Frontotemporale dementie

Het merendeel van de mensen bij wie de diagnose frontotemporale dementie wordt gesteld is tussen de 40 en 60 jaar en ze zijn vrijwel altijd jonger dan 70 jaar. Gedragsveranderingen en cognitieve functiestoornissen zijn kenmerkend voor het ziektebeeld, waarbij geheugenstoornissen zeker in het begin minder op de voorgrond staan. Deze symptomen zijn een direct gevolg van een beschadiging in de frontaalkwab. De ziekte begint sluipend en de persoon gaat minder goed functioneren op het werk, krijgt problemen met het huishouden en in het sociaal contact.

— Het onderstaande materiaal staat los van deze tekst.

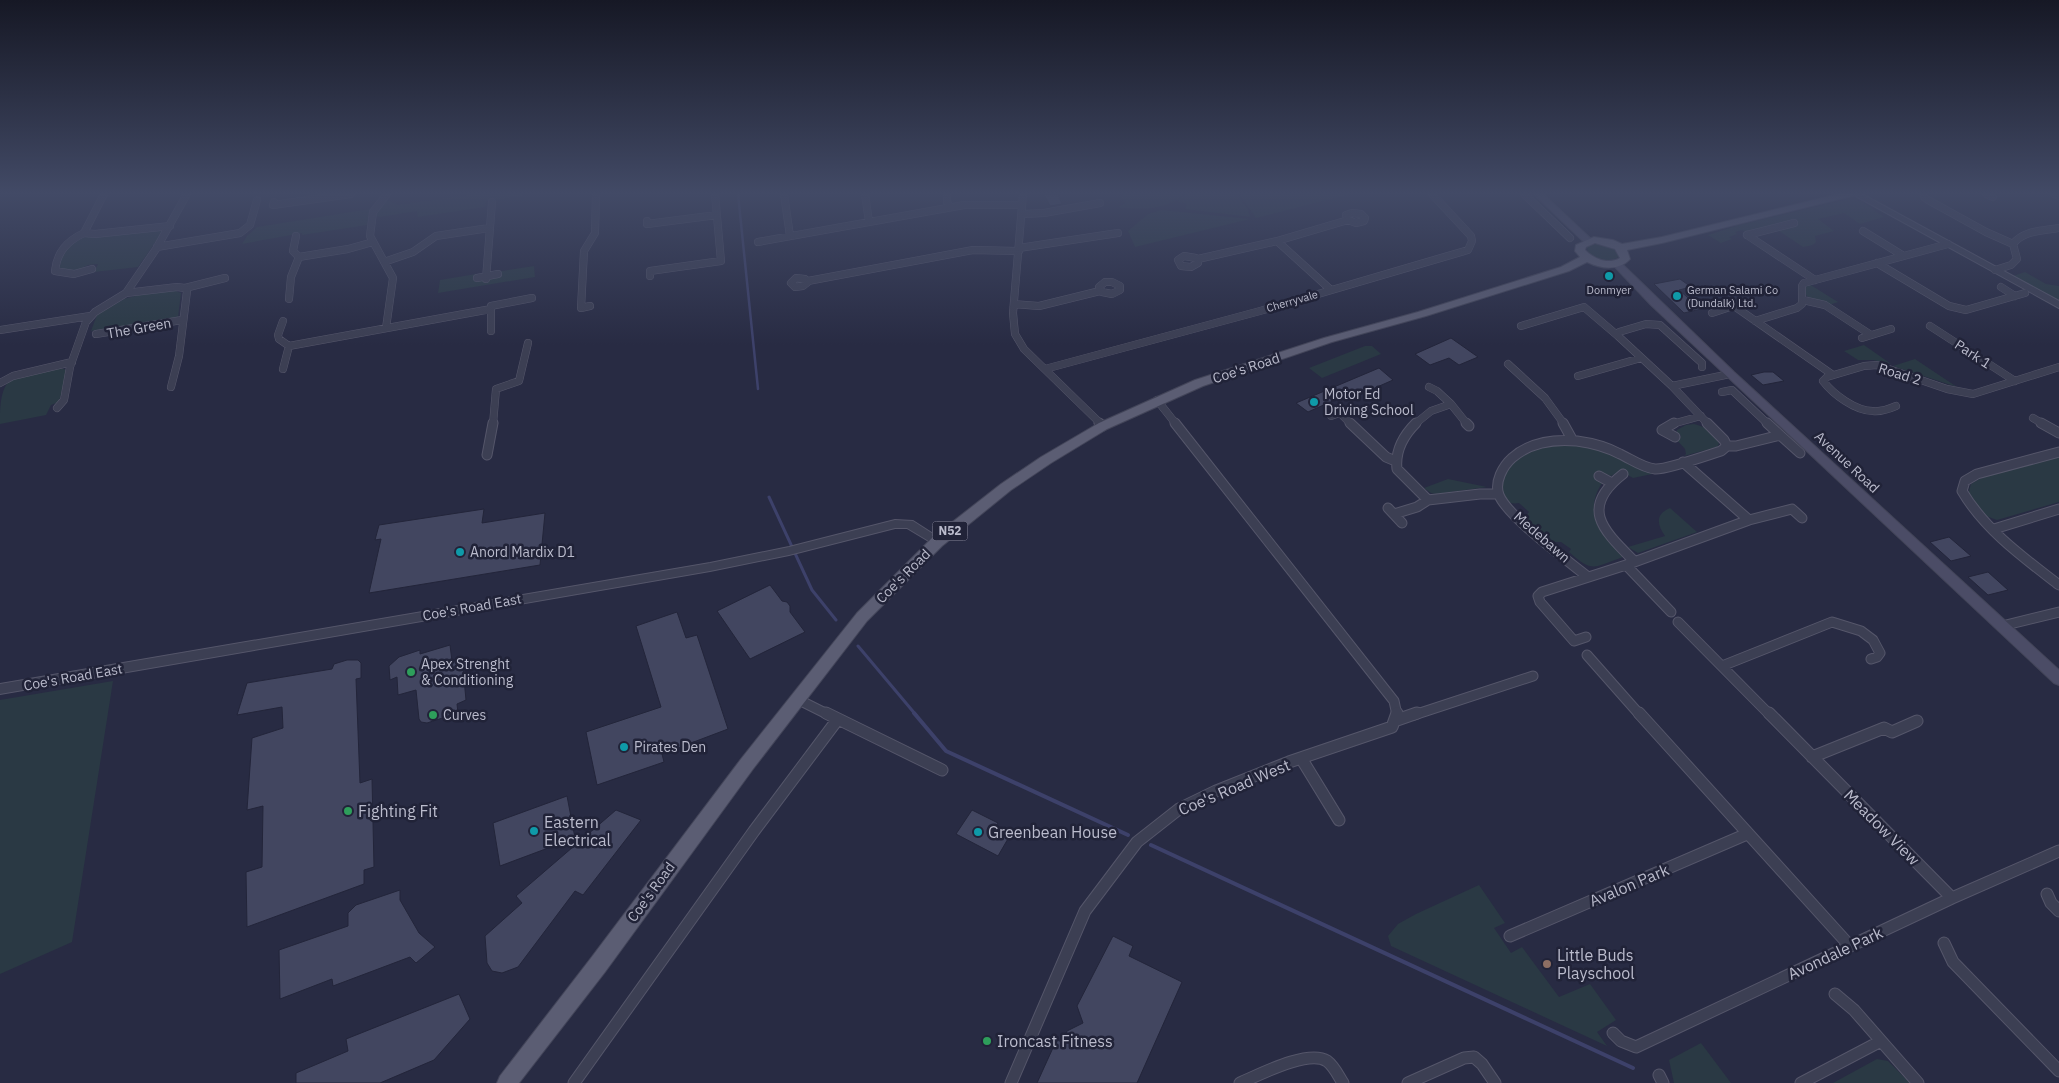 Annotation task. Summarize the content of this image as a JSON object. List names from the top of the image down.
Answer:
{
  "streets": {
    "main road": ["Coe's Road", "Avenue Road", "N52"],
    "street": [
      "Cherryvale",
      "The Green",
      "Park 1",
      "Road 2",
      "Medebawn",
      "Coe's Road East",
      "Coe's Road West",
      "Meadow View",
      "Avalon Park",
      "Avondale Park"
    ]
  },
  "crossings": [
    ["Park 1", "Road 2"],
    ["Coe's Road", "Coe's Road East"],
    ["Meadow View", "Avondale Park"]
  ],
  "places": [
    "Donmyer",
    "German Salami Co (Dundalk) Ltd.",
    "Motor Ed Driving School",
    "Anord Mardix D1",
    "Apex Strenght & Conditioning",
    "Curves",
    "Pirates Den",
    "Fighting Fit",
    "Eastern Electrical",
    "Greenbean House",
    "Little Buds Playschool",
    "Ironcast Fitness"
  ]
}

Aanvankelijk wordt dit vaak toegeschreven aan andere oorzaken (bijvoorbeeld een burn-out of stress).

Symptomen

  • Gebrek aan ziekte-inzicht
  • Ontremd gedrag
  • Obsessief-compulsief gedrag
  • Impulsiviteit
  • Apathie en initiatiefverlies
  • Emotionele onverschilligheid
  • Spraak- en taal problemen

Een van de kenmerkende symptomen is het gebrek aan ziekte-inzicht. De persoon met dementie denkt zelf vaak dat er niets aan de hand is, daarom kan het lastig zijn om te starten met allerlei onderzoeken omdat ze zich daar fel tegen kunnen verzetten. Bij het vermoeden van fronto-temporale dementie wordt er vooral gekeken naar het functioneren op werk, in het huishouden of naar eventuele problemen in het sociaal contact.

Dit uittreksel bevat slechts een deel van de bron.